David Peace is a British author born in Ossett, West Yorkshire in 1967.
His works include the "Red-Riding Quartet" (set against a backdrop of the Yorkshire Ripper murders, and GB84, set against the UK miners' strike (1984-1985). He now lives in Tokyo, Japan, with his family.
The Red-Riding Quartet features several recurring characters such as Eddie Dunford, George Oldman, Jack Whitehead and BJ.
Works
"Nineteen Seventy Four" - The first novel in the quartet deals with the murder and mutilation of several missing young girls. Crime journalist Eddie Dunford discovers what he believes is a link between the murders and corruption within the West Yorkshire Police Force.
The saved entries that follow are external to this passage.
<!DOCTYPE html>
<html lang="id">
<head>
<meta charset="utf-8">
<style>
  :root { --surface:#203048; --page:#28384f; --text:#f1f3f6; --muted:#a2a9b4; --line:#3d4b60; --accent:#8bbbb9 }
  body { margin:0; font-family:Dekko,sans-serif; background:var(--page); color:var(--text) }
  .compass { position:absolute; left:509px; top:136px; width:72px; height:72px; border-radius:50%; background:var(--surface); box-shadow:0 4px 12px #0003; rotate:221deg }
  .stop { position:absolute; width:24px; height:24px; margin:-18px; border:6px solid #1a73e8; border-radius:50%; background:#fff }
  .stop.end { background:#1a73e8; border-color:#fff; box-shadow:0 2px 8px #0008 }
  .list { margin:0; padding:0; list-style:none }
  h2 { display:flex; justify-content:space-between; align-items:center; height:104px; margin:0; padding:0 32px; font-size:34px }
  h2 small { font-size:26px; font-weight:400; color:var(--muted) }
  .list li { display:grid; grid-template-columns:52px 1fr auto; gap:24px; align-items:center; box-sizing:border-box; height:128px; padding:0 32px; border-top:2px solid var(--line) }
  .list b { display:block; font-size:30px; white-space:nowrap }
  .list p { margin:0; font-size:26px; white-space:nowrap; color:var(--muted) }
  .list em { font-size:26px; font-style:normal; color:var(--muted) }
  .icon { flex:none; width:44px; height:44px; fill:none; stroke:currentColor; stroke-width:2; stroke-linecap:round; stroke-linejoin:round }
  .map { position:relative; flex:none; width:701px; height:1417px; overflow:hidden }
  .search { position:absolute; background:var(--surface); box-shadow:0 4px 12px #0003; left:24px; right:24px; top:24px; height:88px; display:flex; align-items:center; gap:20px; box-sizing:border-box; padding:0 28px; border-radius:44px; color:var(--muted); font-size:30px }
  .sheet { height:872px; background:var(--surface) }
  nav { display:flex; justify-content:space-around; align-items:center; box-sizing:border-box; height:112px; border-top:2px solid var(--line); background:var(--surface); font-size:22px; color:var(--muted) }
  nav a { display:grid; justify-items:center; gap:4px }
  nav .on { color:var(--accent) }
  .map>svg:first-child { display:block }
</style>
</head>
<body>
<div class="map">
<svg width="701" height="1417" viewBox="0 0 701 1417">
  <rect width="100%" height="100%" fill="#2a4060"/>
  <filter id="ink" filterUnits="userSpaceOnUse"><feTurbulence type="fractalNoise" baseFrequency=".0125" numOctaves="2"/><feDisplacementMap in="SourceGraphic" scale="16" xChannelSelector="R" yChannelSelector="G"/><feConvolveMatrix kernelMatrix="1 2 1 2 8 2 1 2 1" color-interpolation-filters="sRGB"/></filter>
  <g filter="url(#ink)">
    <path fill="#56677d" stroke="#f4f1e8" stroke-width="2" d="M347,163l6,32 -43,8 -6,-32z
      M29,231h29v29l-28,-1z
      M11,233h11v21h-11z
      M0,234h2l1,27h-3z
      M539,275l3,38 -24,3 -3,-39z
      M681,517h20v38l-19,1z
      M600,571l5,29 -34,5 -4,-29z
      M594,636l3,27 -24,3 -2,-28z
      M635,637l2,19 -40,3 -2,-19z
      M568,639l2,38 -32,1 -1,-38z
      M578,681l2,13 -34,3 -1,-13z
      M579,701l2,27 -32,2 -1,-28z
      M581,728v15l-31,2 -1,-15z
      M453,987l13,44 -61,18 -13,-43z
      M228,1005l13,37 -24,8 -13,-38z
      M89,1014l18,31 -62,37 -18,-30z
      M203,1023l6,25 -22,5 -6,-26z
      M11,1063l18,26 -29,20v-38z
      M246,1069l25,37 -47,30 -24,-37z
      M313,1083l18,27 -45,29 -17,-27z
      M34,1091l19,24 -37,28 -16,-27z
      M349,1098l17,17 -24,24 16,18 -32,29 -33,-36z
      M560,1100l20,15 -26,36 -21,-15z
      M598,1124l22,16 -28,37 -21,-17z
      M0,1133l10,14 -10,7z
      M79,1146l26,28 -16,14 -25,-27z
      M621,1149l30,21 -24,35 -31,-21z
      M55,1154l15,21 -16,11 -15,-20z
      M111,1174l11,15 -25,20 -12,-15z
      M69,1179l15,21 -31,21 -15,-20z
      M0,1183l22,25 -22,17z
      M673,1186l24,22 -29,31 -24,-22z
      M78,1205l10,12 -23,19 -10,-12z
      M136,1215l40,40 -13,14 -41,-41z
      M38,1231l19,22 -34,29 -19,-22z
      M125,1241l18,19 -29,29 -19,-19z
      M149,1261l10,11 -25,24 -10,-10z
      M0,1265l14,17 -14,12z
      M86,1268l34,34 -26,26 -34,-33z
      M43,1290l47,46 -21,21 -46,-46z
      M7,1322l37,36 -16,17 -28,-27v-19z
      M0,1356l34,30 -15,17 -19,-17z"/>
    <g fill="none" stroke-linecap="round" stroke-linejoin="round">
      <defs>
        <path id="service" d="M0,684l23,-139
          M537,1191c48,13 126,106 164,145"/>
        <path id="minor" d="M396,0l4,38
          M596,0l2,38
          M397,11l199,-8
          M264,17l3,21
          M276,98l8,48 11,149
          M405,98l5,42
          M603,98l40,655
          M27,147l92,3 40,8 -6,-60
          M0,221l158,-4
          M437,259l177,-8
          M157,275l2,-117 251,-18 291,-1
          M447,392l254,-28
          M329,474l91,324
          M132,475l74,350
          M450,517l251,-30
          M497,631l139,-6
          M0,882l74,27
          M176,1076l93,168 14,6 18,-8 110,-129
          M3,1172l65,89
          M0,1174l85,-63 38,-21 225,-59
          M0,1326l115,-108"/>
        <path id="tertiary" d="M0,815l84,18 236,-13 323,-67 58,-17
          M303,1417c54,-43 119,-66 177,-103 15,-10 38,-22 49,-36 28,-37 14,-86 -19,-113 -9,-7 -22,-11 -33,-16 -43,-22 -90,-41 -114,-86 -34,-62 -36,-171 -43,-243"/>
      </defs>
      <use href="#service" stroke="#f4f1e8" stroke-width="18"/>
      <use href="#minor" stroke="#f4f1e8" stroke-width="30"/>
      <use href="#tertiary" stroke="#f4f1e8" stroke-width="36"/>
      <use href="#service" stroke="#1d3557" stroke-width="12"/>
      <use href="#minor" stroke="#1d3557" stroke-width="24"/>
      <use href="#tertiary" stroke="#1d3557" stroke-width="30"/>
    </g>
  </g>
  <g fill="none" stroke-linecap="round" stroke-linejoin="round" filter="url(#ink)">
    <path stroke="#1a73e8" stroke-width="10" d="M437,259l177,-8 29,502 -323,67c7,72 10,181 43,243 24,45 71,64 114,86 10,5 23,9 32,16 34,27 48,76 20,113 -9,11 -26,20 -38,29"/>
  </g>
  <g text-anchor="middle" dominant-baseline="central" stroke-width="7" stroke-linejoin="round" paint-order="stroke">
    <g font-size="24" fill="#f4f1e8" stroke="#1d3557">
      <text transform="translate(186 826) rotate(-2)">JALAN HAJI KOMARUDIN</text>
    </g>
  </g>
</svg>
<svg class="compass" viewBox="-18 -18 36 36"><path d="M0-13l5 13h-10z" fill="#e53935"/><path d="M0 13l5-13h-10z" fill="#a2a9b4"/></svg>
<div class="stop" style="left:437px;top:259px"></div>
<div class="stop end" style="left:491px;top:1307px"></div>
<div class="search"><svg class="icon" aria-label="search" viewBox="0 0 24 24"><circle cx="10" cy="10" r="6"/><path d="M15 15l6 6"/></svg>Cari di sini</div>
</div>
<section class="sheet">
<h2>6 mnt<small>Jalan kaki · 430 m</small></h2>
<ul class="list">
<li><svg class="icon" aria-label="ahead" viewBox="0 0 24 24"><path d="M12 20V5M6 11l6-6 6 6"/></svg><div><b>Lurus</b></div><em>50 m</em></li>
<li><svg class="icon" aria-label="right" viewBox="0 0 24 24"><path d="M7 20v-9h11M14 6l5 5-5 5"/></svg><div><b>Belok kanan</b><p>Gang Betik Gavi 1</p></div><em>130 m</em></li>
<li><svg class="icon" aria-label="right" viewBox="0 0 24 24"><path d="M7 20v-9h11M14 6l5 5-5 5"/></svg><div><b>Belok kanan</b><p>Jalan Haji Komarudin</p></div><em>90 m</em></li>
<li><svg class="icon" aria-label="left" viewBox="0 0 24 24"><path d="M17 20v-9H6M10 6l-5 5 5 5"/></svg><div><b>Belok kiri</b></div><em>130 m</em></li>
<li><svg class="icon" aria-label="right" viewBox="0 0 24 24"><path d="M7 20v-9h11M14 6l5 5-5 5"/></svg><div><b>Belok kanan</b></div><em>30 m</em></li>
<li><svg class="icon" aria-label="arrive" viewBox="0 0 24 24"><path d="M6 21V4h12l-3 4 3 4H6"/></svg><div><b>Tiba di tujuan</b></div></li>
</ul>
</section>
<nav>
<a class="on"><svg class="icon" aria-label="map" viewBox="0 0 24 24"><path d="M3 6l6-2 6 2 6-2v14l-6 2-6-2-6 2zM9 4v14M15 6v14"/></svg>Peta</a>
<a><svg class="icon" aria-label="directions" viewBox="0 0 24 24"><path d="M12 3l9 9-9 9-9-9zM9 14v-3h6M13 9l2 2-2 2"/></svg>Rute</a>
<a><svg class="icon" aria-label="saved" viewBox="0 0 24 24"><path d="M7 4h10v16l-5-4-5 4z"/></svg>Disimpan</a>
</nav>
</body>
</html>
"Nineteen Seventy Seven" - Three years after the chilling end of Nineteen Seventy Four, the continuing murder of prostitutes is making the headlines. Two characters from the previous novel inter-twine their stories, as Jack Whitehead of the Yorkshire Post, and Policeman Bob Fraser get involved in something that threatens their very existence.
"Nineteen Eighty" - With the Ripper seemingly unstoppable, the Home Office bring in a specially set-up team to bring him to justice. However as Peter Hunter heads up the team, he starts to find out things he wishes he hadn't.
"Nineteen Eighty Three" - Hazel Atkins, ten years old, goes missing in Morley. The circumstances, down to her primary school, identical to those of the abduction of Clare Kemplay in December 1974. When Jimmy Ashworth, the boy who found Kemplay's body, hangs himself in police custody under suspicion of Atkins' abduction, John Piggott, erstwhile solicitor to Sergeant Fraser and now saddled with the job of conducting Michael Myshkin's appeal against his conviction for Kemplay's murder, begins to discover that the parallels between the two cases run far deeper. As well as Piggott, this astonishing novel presents - in strictly alternating chapters divided into five sections - both Chief Superintendent Maurice Jobson, first as he handles the search for Atkins, and then through his prior involvment in the three earlier missing girl cases linked by Eddie Dunford in the first novel of the series; and BJ, from his flight from the shootings on Xmas Eve, 1974, at the Strafford Arms (ie the very end of the first novel in the series), through Clare Strachan's murder and some strange intersections with some of events of the second and third novels of the series, to the dark days of June 1983 and the street where he grew up alongside Myshkin, Ashworth and Piggott. Although this may sound confusing it is written with consummate skill, and this novel is essential reading for anyone who has read the previous books in the “Red-Riding Quartet”.
"GB84" A novel presenting the Miner's Strike in several conflicting and overlapping narratives. The stories of two of the strikers, written and printed in a kind of diary-of-consciousness form, are used to frame the rapidly alternating accounts of Terry Winter, the chief executive officer of the NUM; Neil Fontaine, a spook who is acting as chauffeur to Stephen Sweet, a millionaire strike-breaking businessman; and Dave Johnson, aka The Mechanic, who carries out the dirty work of the security services and the government. (The characters of Winter and Sweet are evidently inspired by Roger Windsor and David Hart). Scargill appears close-up as The President. The narrative allows Thatcher to appear only at a distance - an intriguing collusion with her government's official line of non-involvement in the dispute.